## What is expected
Check each line of the listing for the string "setLineDash". Copy those where it appears.

## Exercise data
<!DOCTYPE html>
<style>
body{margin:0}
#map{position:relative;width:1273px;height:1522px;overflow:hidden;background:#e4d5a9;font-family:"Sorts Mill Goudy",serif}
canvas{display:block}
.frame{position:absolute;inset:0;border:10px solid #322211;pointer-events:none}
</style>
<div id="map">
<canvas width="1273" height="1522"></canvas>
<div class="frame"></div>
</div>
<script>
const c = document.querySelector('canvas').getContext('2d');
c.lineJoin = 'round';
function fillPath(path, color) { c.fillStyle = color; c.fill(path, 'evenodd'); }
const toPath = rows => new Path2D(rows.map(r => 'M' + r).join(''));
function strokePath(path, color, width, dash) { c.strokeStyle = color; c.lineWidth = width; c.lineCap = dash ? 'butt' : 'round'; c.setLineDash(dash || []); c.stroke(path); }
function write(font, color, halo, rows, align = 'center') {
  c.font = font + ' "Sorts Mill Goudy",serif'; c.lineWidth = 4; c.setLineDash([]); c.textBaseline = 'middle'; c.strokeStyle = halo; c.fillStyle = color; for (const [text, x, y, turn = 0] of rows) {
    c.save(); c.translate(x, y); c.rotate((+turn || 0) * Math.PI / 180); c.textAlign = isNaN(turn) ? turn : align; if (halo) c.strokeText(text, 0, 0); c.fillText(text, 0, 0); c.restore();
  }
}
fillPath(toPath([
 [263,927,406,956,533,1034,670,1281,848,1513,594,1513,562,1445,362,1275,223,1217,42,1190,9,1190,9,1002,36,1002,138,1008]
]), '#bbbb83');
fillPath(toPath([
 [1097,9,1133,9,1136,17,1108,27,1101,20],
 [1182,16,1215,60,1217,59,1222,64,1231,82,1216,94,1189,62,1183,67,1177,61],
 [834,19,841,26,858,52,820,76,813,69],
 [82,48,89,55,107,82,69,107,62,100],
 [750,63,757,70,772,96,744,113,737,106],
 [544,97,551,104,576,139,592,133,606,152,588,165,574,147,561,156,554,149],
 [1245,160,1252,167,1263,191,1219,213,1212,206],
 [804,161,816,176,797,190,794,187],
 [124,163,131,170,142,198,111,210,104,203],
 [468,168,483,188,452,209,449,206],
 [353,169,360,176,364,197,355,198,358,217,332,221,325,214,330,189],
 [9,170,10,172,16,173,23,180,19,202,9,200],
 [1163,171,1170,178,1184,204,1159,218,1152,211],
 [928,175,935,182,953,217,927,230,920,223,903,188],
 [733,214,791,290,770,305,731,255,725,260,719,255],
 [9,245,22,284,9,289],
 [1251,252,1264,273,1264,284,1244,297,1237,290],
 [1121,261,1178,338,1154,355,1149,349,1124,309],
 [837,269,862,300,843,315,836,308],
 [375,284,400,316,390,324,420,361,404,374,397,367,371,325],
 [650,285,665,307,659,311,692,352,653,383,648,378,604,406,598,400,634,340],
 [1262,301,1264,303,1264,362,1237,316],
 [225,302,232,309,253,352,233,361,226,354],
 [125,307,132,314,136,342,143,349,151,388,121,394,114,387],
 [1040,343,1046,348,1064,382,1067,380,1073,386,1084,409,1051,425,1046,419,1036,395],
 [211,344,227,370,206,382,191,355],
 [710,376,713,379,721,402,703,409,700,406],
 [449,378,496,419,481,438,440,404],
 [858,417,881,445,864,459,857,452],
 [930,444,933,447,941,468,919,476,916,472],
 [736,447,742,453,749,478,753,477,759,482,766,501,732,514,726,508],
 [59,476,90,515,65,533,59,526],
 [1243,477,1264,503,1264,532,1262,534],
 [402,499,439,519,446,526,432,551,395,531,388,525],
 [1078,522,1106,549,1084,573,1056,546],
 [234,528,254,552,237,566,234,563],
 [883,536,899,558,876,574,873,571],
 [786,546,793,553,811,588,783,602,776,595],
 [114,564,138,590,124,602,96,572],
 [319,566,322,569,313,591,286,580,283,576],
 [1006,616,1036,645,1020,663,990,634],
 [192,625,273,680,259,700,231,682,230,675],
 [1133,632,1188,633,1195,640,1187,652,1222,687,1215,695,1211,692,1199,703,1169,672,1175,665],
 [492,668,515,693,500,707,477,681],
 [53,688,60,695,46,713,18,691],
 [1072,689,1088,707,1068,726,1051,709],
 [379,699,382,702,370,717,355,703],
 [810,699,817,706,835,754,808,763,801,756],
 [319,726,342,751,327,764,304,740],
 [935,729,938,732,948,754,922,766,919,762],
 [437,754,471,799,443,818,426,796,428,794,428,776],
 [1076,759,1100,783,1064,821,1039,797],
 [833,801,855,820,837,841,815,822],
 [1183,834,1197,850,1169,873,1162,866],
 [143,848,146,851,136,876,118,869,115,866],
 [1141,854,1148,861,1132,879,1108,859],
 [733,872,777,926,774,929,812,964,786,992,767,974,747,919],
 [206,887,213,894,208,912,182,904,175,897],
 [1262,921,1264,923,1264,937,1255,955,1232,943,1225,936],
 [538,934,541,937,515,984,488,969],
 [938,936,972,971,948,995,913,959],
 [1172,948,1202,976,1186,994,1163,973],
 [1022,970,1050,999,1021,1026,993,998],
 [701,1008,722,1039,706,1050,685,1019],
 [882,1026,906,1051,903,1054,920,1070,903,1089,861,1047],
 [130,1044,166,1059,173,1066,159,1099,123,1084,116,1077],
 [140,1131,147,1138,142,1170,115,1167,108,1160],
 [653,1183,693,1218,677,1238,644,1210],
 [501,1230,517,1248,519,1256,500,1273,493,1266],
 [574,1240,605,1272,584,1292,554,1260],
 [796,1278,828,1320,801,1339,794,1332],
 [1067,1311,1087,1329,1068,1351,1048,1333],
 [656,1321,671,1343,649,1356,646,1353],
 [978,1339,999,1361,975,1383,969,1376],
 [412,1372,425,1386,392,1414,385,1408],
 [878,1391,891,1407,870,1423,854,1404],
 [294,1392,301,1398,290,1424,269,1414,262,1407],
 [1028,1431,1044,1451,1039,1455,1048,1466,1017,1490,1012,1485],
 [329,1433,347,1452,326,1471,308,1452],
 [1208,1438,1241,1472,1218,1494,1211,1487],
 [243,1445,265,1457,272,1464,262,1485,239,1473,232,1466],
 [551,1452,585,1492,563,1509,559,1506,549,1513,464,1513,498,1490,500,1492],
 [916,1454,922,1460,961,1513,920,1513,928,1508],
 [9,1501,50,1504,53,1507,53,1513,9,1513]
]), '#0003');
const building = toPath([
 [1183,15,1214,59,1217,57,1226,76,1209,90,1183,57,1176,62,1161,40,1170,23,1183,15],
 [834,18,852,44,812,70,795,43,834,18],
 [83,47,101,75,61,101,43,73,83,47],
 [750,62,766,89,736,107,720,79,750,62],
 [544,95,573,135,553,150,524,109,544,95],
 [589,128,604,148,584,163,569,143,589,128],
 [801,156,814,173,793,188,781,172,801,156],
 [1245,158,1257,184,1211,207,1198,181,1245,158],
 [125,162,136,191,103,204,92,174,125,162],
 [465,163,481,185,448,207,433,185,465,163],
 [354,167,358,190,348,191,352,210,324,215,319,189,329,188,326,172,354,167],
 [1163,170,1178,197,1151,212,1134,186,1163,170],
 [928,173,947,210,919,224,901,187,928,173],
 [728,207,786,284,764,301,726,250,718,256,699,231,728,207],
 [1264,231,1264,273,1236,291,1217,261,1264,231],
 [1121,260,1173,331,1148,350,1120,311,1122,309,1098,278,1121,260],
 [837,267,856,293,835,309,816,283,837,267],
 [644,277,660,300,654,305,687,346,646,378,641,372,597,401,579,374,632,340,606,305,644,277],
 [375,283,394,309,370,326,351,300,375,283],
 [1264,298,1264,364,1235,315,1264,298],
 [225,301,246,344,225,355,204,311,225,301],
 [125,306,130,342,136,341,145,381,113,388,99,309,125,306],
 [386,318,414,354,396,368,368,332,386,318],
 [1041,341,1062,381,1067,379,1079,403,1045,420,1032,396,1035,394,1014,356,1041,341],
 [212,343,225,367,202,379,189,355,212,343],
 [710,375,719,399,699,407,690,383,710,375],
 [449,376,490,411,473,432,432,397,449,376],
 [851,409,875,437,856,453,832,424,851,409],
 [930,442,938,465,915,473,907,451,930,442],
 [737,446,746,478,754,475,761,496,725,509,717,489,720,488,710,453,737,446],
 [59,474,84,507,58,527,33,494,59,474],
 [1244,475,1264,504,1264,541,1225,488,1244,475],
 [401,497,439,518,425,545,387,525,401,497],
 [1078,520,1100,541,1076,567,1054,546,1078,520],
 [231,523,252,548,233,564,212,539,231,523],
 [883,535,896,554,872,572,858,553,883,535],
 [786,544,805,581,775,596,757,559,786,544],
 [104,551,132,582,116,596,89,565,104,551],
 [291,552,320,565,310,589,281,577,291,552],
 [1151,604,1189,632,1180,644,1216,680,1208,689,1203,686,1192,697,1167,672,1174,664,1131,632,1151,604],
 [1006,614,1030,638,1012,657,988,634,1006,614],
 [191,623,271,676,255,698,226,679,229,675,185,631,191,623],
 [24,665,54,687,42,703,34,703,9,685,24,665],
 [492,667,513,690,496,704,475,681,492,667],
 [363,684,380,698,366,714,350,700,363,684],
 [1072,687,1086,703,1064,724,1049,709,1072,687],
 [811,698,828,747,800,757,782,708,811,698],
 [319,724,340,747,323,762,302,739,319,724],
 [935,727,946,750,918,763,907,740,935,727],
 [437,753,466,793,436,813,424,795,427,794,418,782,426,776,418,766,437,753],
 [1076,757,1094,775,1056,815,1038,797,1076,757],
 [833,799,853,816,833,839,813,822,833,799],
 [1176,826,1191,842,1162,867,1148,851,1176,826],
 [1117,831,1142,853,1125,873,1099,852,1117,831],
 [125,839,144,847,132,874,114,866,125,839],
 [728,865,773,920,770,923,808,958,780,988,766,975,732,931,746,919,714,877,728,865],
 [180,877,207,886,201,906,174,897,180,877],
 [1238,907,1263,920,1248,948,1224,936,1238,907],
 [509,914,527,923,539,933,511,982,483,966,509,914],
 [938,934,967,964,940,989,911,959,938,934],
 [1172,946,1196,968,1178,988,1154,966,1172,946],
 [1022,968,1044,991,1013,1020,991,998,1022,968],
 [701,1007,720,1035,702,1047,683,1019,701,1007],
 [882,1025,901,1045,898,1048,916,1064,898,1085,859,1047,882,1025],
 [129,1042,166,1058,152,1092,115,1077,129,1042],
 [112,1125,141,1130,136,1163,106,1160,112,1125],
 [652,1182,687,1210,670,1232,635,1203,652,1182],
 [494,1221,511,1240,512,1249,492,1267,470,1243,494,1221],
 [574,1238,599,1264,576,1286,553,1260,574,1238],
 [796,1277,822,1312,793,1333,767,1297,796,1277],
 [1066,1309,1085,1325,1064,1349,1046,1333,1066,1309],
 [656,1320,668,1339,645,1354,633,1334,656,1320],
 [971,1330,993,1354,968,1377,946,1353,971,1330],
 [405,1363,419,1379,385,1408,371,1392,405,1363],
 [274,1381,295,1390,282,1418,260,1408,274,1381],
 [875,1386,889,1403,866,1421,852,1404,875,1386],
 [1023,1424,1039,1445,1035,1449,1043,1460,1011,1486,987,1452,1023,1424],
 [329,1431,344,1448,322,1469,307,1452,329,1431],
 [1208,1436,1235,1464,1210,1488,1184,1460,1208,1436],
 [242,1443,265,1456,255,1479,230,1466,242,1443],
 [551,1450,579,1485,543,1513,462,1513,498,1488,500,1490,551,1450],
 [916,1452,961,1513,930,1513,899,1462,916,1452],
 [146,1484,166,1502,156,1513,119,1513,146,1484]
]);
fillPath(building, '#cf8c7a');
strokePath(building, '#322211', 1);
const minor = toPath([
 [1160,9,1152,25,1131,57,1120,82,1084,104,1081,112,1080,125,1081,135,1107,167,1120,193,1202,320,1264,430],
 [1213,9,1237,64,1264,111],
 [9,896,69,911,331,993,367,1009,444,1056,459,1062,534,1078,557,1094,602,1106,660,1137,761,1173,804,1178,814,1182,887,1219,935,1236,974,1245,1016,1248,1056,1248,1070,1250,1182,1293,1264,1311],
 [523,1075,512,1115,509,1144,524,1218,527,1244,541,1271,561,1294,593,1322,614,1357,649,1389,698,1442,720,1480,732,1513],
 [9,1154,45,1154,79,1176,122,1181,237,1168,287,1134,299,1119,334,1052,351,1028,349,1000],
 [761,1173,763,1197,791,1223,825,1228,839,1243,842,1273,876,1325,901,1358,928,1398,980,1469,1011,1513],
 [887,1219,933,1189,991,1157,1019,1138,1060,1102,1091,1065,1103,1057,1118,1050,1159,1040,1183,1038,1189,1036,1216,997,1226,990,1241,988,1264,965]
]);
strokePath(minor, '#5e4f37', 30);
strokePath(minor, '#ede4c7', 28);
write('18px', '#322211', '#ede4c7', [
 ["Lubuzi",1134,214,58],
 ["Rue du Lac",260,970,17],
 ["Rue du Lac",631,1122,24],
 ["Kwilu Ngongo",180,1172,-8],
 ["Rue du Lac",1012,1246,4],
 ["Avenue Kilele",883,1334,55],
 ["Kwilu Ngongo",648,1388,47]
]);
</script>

## Reply
function strokePath(path, color, width, dash) { c.strokeStyle = color; c.lineWidth = width; c.lineCap = dash ? 'butt' : 'round'; c.setLineDash(dash || []); c.stroke(path); }
  c.font = font + ' "Sorts Mill Goudy",serif'; c.lineWidth = 4; c.setLineDash([]); c.textBaseline = 'middle'; c.strokeStyle = halo; c.fillStyle = color; for (const [text, x, y, turn = 0] of rows) {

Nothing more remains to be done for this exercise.